21. Oktober 2025 / News aus der Welt

Im Wahn 72 Mal zugestochen: 50-Jähriger muss in Psychiatrie

Weil er geglaubt haben soll, ein Freund könne nach dem Sex seine Gedanken lesen, soll ein 50-Jähriger im Wahn zum Messer gegriffen und den Mann erstochen haben. Nun fiel das Urteil.

Dem 50-Jährigen wurde Mord vorgeworfen.
Veröffentlicht am 21. Oktober 2025 um 12:17 Uhr von dpa

Weil er einen Freund im Wahn mit mehr als 70 Messerstichen getötet hat, muss ein 50-Jähriger dauerhaft in die Psychiatrie. Das Landgericht Konstanz ordnete die Unterbringung wegen Mordes an. Der Mann ist wegen einer paranoiden Schizophrenie schuldunfähig. Der Jordanier soll seinen ehemaligen Sexualpartner aus der Überzeugung heraus getötet haben, er könne seine Gedanken lesen. Das Urteil ist noch nicht rechtskräftig.
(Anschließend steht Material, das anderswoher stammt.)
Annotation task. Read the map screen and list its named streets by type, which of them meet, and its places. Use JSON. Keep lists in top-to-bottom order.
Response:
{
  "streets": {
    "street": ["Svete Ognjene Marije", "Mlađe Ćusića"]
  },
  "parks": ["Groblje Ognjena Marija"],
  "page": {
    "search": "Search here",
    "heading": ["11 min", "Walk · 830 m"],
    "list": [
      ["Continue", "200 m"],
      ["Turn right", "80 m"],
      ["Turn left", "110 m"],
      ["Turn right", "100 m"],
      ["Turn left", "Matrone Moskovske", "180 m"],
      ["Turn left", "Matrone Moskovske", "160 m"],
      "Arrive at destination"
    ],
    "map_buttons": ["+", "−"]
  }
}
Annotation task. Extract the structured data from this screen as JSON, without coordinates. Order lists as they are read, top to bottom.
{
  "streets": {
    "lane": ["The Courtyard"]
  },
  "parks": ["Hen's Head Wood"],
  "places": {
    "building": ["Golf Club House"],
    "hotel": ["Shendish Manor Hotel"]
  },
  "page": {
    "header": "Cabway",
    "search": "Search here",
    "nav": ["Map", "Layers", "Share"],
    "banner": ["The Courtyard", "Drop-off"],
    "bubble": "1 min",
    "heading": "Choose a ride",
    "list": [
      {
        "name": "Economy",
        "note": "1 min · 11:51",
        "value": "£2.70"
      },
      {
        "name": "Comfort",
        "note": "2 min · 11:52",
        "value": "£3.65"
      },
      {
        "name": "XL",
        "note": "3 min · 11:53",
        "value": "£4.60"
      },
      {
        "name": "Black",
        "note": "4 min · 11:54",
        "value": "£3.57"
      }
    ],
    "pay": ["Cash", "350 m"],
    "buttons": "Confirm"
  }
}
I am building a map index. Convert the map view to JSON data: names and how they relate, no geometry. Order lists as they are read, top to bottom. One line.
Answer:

Der Mann stach nach Auffassung des Gerichts Ende Januar mit einem 20 Zentimeter langen Küchenmesser in der Konstanzer Wohnung des 36-Jährigen 72 Mal auf ihn ein. Beide hatten demnach zuvor zusammen Drogen konsumiert. Um seine Gedanken wieder für sich zu haben, soll der Beschuldigte versucht haben, den Körper seines Opfers aufzuschneiden, um ein Organ zu entnehmen und dieses zu essen. Aus Ekel habe er aber davon abgelassen. 

Beschuldigter gesteht vor Gericht 

Der Beschuldigte gestand die Tat, bestritt aber einen Mordplan. Es sei nach einem Streit zu der Tötung gekommen, hatte er zu Prozessbeginn gesagt. 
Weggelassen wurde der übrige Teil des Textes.